Thanks for being willing to contribute such an effort. I think it is a
completely valid discussion to ask in your organization and please feel
free to ask us questions during your evaluation. Putting statements on the
Flink website highlighting the differences would be very tricky though. I
would advise against that. Let me elaborate on that.

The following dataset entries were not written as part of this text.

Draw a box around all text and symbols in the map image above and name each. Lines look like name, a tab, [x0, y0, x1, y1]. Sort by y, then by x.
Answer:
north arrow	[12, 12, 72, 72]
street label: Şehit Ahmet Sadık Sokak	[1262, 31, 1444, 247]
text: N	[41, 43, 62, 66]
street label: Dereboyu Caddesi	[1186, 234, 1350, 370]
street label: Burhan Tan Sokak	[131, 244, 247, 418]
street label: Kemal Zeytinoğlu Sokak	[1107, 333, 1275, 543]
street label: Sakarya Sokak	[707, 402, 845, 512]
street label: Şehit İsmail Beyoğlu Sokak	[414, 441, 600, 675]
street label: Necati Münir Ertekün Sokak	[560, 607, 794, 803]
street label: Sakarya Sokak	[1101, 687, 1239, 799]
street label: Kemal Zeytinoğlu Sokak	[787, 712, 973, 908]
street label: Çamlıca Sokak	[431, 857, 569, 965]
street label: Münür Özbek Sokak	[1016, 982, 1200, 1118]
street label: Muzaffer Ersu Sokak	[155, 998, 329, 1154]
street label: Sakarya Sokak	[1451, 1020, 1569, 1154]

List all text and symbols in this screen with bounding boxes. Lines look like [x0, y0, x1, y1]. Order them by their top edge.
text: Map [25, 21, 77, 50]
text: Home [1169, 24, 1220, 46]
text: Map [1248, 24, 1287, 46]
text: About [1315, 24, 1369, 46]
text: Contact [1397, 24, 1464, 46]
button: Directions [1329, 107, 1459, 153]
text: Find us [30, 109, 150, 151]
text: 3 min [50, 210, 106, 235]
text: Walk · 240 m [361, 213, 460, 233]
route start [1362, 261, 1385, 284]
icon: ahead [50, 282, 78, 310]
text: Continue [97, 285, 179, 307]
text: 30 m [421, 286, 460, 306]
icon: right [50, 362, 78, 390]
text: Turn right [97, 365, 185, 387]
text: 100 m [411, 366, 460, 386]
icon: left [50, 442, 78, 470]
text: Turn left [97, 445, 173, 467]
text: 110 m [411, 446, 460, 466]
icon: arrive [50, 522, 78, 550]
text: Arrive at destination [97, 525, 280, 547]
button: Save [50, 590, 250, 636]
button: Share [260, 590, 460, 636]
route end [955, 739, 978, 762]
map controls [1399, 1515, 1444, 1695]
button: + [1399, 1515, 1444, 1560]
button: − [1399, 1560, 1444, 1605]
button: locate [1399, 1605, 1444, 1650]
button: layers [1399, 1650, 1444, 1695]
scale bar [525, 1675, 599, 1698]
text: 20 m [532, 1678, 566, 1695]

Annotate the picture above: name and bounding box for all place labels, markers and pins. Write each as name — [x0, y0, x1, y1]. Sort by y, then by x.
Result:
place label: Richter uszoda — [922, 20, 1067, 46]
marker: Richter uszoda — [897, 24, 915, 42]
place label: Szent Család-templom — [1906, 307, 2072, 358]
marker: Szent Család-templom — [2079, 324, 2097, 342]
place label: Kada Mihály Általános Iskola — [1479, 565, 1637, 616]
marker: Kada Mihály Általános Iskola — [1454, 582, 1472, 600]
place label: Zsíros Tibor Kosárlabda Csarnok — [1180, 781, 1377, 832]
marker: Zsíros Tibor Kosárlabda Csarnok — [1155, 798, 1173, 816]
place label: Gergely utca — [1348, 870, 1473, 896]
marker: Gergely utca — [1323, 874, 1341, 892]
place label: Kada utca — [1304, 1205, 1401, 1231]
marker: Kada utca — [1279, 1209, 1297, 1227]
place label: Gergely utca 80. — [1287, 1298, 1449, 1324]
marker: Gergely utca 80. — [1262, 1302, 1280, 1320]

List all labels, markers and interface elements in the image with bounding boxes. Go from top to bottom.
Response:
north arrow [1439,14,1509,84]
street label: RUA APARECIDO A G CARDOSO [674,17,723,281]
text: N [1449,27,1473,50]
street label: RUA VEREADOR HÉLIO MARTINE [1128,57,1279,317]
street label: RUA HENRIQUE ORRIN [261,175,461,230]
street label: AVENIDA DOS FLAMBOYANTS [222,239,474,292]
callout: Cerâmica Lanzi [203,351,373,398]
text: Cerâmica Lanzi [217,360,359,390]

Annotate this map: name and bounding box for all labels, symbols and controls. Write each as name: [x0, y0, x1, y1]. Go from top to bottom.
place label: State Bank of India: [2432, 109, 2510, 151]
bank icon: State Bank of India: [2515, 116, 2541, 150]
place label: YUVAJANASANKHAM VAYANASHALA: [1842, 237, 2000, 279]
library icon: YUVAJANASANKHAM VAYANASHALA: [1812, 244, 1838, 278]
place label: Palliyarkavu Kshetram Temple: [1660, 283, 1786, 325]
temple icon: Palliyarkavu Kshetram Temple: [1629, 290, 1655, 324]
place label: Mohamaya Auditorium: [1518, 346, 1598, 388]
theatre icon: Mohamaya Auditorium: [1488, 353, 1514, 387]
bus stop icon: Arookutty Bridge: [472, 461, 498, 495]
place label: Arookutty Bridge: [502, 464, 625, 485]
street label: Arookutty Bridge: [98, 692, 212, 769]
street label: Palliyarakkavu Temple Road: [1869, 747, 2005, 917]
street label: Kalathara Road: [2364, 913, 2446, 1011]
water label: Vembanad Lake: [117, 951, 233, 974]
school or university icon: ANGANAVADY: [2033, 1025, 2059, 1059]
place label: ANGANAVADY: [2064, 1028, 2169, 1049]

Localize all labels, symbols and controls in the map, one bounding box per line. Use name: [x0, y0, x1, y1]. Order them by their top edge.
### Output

The "How does it compare to Spark?" is definitely one of the most
frequently asked questions that we get and we can generally give three
types of answers:

*1. General architecture decisions*

   - Streaming (pipelined) execution engine (or long running opreator
   model).
   - Native iteration operator.
   - ...

The issue with this approach is that in itself it states borderline no
useful information for a decision maker. There you need benchmarks or fancy
features, so let us evaluate them.

*2. Benchmarks*
You can find plenty of third-party benchmarks and soft evaluations [1,2,3]
of the two systems out there. The problem with these are that they are very
reliant on the version of the systems used, tuning and understanding the
general architecture. E.g. [1] favors Storm, but if you re-do the whole
benchmark from a Flink point of view you get [4]. After a couple of
versions the benchmark results can be very different.

*3. Fancy Features*

   - Exactly once spillable streaming state stored locally
   - Savepoints
   - ...

Similarly to the previous point these might be an edge at some point in
time, but the whole streaming space is moving very quickly and as it is
open source projects tend to copy each other to a certain extent.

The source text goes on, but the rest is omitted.